#### [Material provided]
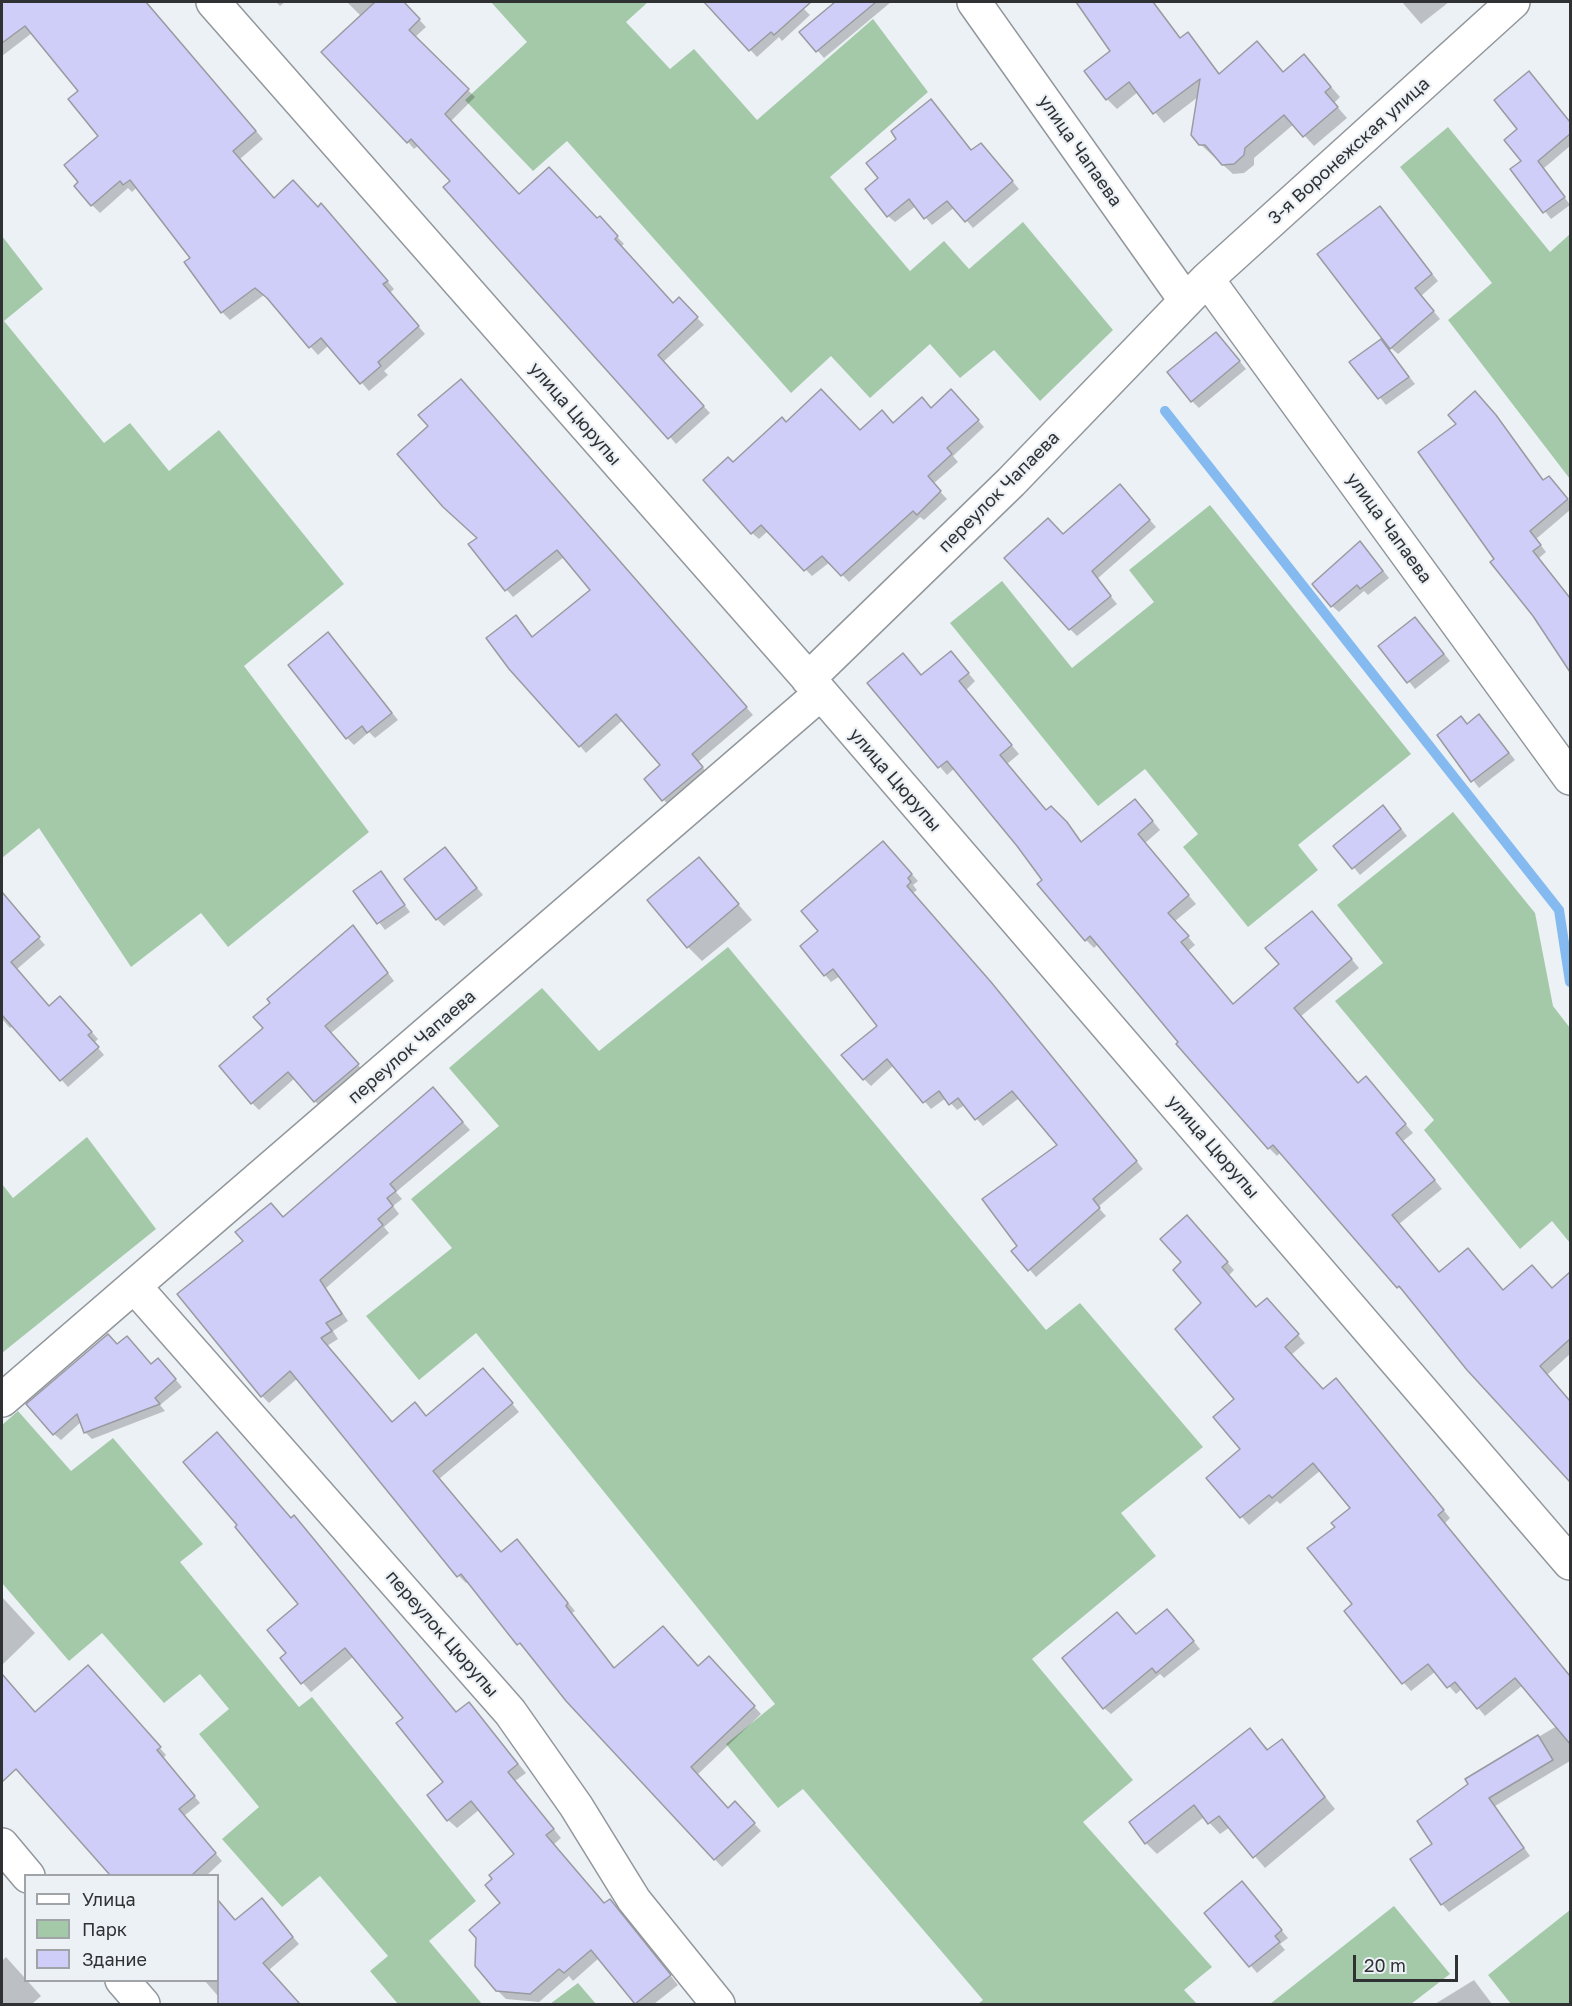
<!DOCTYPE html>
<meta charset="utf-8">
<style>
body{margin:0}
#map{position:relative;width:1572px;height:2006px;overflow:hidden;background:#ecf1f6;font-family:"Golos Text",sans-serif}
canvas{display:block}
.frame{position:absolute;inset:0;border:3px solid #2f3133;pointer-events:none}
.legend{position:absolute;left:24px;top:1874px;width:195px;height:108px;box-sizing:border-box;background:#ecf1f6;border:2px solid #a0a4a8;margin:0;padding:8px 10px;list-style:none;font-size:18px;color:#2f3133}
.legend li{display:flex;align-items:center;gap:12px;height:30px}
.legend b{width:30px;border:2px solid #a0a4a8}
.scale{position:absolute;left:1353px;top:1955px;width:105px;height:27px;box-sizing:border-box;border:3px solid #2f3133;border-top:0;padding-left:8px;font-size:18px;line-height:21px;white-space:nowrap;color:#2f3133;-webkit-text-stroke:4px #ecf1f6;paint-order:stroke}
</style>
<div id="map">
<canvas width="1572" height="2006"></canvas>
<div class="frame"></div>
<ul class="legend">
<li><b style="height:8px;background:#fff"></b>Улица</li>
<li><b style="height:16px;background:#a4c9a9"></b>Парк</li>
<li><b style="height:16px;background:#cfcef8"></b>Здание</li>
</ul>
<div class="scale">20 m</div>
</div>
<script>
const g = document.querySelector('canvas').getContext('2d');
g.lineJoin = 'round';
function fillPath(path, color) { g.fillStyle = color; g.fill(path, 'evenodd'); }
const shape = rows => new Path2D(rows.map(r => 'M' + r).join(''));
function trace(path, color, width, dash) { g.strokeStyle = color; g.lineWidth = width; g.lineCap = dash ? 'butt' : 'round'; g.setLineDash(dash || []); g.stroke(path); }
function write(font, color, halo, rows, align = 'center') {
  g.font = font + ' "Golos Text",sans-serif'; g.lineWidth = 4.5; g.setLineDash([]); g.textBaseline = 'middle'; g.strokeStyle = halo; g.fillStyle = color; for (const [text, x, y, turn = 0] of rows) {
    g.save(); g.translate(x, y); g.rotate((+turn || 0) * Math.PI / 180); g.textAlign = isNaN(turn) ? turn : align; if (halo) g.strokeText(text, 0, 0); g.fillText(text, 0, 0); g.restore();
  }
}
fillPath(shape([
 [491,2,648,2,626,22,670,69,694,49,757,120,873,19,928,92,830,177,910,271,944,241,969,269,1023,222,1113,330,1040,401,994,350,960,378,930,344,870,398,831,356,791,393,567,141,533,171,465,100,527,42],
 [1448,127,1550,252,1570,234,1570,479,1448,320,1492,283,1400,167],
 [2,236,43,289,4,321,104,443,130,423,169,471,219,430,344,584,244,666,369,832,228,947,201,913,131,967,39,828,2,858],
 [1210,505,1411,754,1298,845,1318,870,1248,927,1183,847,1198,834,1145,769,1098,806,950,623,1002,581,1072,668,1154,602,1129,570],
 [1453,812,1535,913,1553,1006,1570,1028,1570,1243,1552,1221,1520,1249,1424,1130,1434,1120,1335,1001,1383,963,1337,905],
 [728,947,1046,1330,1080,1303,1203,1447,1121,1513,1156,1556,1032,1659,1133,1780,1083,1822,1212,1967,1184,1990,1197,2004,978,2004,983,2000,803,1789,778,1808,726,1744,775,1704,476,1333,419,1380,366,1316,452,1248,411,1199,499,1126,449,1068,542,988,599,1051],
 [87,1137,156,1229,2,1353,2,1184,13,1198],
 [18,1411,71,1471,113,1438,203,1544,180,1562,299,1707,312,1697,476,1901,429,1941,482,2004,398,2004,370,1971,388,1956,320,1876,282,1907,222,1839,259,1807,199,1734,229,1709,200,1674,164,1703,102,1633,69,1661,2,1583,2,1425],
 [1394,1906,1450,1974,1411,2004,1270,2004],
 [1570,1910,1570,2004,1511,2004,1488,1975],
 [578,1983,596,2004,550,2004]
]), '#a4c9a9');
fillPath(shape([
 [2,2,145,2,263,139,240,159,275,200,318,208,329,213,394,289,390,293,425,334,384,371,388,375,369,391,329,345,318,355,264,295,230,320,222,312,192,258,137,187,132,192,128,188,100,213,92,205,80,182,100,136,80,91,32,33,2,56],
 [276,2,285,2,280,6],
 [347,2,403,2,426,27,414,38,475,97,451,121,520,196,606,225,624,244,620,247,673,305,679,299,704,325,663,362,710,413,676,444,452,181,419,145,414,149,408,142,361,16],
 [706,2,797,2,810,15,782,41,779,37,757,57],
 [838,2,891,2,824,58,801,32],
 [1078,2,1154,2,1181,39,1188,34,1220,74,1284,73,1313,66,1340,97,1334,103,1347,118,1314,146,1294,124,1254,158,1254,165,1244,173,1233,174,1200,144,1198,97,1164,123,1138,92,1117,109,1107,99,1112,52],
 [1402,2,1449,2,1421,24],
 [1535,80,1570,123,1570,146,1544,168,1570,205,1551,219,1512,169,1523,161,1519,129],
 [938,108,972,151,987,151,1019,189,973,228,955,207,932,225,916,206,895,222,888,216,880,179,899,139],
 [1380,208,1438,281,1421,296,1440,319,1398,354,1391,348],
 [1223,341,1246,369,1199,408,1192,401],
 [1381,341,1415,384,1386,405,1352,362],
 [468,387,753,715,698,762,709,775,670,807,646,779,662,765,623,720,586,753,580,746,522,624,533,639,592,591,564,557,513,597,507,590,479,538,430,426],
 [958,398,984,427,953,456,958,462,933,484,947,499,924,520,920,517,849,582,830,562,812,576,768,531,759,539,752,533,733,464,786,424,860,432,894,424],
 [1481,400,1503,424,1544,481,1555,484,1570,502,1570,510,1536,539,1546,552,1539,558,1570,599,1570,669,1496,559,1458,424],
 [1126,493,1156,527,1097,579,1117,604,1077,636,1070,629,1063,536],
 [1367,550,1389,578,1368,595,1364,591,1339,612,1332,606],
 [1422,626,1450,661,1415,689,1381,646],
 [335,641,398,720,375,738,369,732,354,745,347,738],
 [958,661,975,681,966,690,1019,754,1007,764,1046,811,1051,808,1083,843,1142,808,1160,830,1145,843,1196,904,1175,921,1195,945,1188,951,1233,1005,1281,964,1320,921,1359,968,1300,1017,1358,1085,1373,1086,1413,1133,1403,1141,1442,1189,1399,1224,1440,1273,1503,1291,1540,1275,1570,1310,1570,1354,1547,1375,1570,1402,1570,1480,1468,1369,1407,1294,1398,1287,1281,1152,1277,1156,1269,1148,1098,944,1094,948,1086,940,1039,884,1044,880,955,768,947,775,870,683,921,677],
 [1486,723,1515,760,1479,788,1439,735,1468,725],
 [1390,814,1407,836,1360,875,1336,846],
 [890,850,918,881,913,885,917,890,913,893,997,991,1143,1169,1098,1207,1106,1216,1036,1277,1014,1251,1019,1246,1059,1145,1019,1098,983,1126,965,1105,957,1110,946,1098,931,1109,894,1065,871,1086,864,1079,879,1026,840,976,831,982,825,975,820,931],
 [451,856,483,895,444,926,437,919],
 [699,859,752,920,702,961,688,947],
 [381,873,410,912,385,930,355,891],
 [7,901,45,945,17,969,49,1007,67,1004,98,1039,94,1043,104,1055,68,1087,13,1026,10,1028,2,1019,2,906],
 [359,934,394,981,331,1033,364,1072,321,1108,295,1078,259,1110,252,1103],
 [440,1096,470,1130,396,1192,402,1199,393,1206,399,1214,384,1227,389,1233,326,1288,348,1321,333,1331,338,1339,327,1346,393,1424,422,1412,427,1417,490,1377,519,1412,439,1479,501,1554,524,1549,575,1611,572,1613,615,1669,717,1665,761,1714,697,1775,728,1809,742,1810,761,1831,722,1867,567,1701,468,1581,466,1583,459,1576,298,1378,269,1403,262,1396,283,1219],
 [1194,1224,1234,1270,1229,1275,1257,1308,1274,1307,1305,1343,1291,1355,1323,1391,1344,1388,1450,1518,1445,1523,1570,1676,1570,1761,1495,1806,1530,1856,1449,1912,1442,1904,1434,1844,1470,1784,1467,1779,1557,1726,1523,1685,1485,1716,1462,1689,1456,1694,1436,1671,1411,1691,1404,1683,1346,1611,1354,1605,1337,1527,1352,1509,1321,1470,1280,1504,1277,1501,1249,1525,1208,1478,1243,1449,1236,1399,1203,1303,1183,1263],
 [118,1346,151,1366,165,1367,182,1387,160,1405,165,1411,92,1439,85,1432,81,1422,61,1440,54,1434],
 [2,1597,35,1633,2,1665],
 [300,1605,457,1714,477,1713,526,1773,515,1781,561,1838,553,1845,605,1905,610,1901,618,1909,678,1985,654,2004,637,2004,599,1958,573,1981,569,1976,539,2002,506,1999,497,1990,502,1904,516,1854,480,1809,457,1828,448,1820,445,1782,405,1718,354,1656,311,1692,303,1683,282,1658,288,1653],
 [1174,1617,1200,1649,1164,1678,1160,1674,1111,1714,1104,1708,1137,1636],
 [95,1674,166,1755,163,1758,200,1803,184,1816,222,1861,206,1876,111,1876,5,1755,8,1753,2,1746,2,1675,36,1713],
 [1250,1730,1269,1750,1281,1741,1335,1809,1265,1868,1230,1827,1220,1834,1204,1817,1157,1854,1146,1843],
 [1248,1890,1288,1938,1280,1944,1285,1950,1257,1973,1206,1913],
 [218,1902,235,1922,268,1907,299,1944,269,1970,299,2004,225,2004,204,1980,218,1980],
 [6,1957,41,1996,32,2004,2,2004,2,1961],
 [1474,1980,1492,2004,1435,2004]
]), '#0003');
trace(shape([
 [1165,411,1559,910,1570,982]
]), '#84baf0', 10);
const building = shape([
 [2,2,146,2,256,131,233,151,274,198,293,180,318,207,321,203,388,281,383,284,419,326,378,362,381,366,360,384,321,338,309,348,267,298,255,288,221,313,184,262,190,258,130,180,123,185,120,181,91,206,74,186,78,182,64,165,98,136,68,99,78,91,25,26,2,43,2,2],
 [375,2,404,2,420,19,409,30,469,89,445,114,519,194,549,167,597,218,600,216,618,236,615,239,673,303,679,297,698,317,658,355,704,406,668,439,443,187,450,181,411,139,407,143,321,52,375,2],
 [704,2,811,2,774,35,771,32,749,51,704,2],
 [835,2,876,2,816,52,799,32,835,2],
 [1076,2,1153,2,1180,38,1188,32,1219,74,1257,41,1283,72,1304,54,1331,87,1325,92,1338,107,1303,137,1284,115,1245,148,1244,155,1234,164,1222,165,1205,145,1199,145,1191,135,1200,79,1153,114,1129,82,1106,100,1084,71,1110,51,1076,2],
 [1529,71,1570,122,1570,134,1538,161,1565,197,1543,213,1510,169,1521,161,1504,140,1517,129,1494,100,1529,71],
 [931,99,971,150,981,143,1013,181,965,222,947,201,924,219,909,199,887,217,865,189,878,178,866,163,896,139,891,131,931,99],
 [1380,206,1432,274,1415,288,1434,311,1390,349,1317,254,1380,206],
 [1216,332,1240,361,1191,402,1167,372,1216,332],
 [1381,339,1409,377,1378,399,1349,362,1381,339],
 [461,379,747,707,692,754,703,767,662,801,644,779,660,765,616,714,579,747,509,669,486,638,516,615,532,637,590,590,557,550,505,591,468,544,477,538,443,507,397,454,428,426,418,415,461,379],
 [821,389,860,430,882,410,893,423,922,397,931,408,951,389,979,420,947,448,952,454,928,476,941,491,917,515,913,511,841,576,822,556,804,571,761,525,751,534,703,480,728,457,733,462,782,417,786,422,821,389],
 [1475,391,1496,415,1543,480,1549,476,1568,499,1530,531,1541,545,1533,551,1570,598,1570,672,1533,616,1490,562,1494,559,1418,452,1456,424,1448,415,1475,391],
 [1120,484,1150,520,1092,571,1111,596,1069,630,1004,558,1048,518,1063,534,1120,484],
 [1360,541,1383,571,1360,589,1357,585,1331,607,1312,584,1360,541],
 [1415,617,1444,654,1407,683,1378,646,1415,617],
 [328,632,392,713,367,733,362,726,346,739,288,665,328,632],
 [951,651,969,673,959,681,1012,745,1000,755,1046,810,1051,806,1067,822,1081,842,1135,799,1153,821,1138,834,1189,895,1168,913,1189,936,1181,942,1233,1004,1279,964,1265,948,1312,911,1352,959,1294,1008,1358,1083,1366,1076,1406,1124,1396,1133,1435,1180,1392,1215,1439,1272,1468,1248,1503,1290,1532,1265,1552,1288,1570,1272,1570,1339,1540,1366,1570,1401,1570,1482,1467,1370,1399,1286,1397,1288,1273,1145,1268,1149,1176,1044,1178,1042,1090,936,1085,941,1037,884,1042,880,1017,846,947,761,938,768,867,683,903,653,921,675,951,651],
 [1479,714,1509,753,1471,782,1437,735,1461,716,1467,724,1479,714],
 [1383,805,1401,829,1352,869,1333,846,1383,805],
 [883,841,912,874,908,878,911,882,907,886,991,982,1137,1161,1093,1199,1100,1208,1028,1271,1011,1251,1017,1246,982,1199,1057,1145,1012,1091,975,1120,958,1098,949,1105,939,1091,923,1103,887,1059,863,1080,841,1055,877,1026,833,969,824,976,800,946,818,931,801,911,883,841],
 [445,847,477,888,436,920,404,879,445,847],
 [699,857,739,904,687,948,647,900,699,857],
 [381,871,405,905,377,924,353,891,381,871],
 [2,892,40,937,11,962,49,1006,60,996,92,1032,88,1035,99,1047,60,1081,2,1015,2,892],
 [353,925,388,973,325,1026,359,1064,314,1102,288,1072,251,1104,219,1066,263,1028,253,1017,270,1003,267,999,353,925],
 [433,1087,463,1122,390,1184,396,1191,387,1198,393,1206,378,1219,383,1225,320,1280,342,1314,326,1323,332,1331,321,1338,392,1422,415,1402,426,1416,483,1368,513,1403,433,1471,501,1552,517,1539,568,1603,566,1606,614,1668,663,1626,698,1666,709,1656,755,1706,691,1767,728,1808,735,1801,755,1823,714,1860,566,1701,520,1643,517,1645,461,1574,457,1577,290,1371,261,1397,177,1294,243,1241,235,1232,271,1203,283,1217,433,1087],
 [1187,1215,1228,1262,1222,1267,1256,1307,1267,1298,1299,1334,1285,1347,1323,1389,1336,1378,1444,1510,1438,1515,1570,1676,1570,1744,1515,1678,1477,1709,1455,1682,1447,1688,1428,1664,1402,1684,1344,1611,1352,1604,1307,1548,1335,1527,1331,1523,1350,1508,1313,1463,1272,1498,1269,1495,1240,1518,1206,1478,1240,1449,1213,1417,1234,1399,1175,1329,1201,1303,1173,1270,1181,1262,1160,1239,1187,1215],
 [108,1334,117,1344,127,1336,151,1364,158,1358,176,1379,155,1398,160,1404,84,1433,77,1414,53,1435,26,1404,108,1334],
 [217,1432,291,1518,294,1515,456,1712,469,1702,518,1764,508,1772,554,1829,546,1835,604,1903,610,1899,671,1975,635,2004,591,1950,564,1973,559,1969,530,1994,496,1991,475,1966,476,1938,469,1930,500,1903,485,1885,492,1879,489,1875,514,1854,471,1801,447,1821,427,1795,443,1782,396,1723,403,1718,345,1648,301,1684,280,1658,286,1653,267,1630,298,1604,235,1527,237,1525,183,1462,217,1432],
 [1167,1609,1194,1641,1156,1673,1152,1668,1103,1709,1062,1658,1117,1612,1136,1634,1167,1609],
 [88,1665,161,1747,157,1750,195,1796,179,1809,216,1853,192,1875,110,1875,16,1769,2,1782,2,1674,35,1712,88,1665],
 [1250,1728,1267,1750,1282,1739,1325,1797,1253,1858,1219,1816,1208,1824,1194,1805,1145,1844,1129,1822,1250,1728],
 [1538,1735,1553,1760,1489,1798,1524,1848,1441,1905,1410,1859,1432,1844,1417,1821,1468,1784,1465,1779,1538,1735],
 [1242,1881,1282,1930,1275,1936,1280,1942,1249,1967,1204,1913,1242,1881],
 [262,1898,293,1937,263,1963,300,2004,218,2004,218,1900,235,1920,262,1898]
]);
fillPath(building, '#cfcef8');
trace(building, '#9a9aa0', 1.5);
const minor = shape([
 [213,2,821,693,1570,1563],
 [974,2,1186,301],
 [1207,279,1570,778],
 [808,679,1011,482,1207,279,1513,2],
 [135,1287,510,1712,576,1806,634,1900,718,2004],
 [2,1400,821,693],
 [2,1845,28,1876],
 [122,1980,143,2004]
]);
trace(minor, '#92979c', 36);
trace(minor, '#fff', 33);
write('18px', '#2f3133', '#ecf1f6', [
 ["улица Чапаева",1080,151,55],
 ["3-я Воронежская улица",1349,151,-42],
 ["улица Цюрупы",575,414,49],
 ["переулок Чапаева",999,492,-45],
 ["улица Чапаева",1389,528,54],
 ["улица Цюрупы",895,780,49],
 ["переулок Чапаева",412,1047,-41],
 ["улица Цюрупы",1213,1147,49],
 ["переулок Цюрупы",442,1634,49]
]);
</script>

#### [Instructions to follow]
For the data above, state only how many lines include the word "fillPath".

#### [Problem solution]
4